WHAT NEEDS TO BE DONE
From the line that has "BP 2/7</p></div><em>80 m</em></li>" down to the final line of the listing below, transcribe every line exactly, and only those.

RECORDS SHOWN
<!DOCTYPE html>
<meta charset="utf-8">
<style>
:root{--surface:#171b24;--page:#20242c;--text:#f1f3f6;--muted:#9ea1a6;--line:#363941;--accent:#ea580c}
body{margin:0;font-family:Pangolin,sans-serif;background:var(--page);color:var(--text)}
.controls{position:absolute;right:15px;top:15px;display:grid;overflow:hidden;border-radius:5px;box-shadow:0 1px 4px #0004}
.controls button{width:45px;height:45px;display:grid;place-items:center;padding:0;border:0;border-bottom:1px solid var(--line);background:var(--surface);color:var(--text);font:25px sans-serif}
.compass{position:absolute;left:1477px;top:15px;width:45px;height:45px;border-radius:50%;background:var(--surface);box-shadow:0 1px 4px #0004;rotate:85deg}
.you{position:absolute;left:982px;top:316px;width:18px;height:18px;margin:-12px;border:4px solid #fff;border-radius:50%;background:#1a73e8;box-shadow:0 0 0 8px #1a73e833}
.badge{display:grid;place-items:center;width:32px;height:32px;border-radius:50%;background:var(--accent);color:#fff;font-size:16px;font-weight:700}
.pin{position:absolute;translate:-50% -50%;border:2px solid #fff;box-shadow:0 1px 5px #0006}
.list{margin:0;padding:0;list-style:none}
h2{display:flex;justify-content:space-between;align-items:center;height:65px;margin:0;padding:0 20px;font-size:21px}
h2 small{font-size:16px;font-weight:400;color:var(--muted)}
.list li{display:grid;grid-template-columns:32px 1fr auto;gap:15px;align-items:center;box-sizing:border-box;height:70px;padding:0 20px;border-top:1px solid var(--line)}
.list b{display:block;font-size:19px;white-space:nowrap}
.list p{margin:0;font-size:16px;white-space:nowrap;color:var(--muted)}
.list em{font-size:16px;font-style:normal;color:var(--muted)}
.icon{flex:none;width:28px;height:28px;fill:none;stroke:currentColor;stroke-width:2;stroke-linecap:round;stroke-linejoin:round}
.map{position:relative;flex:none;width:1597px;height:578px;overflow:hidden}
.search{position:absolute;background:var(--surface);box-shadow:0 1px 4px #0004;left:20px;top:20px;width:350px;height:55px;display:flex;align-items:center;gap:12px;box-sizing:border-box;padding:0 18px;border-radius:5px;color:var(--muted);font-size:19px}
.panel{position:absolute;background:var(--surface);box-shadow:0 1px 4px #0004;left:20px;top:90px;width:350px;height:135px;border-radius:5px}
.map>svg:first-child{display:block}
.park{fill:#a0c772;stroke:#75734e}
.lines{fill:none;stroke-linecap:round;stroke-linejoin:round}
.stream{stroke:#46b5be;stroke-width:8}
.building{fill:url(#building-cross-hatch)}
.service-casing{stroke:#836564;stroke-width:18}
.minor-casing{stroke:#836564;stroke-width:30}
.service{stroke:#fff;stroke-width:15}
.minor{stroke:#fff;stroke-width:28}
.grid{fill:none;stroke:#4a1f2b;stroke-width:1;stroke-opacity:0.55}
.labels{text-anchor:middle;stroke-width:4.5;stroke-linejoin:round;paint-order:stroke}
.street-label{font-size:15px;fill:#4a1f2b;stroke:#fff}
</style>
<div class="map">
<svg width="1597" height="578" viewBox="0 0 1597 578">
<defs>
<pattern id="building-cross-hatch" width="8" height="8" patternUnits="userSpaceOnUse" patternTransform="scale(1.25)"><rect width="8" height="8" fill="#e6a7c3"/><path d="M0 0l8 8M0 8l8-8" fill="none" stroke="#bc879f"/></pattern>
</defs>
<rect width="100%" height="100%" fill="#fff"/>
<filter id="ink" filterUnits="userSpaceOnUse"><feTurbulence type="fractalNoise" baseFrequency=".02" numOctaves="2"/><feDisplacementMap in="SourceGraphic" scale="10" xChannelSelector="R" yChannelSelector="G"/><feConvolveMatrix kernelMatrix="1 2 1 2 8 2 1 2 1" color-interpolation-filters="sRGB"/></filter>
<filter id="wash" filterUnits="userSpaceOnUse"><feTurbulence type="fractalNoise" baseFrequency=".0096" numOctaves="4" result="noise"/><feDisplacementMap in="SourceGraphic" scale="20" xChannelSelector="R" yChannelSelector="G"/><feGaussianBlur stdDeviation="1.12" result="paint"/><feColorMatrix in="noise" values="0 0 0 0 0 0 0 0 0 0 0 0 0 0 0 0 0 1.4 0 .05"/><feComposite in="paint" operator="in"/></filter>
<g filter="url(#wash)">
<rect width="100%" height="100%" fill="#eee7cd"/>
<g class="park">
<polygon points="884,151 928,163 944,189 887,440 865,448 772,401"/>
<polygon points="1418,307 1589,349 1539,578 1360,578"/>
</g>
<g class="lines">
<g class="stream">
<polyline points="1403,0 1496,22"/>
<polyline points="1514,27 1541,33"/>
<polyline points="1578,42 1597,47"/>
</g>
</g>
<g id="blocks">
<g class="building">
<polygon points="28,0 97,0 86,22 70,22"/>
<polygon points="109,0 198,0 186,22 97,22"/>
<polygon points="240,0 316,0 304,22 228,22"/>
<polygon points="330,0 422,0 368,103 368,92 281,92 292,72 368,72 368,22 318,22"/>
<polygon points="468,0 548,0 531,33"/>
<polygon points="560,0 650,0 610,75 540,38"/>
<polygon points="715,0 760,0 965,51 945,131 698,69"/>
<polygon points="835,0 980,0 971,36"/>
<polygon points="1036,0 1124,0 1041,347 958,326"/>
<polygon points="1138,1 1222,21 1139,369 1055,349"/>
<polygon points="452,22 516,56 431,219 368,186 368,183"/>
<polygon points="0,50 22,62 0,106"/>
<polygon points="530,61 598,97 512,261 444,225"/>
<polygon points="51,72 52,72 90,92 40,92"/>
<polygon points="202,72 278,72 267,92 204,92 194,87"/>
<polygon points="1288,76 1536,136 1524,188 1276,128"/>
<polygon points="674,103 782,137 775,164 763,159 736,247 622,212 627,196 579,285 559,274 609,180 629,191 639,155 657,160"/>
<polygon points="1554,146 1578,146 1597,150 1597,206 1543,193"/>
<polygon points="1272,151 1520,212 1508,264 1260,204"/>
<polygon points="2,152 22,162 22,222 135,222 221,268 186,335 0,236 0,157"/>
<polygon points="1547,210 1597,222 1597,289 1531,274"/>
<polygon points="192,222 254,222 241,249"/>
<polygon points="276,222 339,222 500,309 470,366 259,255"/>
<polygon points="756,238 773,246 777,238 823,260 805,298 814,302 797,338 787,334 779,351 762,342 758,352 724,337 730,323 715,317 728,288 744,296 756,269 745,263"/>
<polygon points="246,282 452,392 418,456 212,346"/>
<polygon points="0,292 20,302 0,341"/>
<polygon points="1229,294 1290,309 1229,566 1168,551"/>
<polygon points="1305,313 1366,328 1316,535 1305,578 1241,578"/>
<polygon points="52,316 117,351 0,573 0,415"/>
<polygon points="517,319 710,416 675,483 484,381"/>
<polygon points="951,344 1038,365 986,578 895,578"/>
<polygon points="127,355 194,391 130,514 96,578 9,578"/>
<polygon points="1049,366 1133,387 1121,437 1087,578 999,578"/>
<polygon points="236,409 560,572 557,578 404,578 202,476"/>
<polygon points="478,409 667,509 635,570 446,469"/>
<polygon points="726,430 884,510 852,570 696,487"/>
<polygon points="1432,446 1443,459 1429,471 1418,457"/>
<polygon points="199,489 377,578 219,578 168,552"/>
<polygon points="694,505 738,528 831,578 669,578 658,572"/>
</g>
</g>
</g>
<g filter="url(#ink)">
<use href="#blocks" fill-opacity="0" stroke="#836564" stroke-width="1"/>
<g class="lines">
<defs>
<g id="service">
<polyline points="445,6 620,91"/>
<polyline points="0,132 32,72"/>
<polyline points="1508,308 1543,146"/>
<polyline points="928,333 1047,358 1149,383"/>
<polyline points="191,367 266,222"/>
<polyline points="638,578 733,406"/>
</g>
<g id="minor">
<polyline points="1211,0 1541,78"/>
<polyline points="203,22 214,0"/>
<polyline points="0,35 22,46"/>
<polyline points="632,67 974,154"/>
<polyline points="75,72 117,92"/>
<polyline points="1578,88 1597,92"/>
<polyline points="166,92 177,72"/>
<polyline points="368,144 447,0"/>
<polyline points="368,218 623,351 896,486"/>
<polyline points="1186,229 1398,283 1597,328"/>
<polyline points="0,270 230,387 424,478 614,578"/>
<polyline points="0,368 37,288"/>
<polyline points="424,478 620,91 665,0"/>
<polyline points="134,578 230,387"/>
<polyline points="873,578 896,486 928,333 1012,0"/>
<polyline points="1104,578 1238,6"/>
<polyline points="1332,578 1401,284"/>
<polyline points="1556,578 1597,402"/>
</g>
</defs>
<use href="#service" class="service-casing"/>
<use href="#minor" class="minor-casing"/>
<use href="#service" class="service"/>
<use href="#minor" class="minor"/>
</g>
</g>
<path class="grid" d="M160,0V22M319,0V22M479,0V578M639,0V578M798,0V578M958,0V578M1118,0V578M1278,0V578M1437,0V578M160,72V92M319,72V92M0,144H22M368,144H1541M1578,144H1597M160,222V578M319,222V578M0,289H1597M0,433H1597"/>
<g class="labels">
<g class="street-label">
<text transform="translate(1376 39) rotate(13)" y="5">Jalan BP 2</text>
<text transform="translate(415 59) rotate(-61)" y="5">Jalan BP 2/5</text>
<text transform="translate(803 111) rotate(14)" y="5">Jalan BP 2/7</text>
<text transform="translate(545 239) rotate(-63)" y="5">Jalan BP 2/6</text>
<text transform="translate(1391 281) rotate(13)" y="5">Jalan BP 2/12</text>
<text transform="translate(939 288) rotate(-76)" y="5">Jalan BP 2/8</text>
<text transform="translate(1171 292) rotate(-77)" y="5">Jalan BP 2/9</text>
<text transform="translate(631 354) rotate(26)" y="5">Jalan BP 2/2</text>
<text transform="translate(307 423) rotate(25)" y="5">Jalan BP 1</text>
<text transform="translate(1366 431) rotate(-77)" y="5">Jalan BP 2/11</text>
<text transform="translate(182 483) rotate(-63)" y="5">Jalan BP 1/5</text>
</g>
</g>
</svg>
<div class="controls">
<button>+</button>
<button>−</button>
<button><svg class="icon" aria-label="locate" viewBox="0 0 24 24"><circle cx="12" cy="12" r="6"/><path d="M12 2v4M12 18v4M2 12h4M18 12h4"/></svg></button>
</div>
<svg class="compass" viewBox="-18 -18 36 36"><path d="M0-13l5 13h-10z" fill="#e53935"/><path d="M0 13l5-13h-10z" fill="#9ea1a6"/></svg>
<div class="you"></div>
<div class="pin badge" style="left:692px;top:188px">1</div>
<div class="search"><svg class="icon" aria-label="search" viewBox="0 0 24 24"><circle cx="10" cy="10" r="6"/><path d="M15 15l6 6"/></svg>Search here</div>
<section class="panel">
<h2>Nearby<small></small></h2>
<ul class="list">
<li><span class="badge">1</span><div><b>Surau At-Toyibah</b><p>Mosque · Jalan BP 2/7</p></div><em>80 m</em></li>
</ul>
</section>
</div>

EXERCISE OUTPUT
<li><span class="badge">1</span><div><b>Surau At-Toyibah</b><p>Mosque · Jalan BP 2/7</p></div><em>80 m</em></li>
</ul>
</section>
</div>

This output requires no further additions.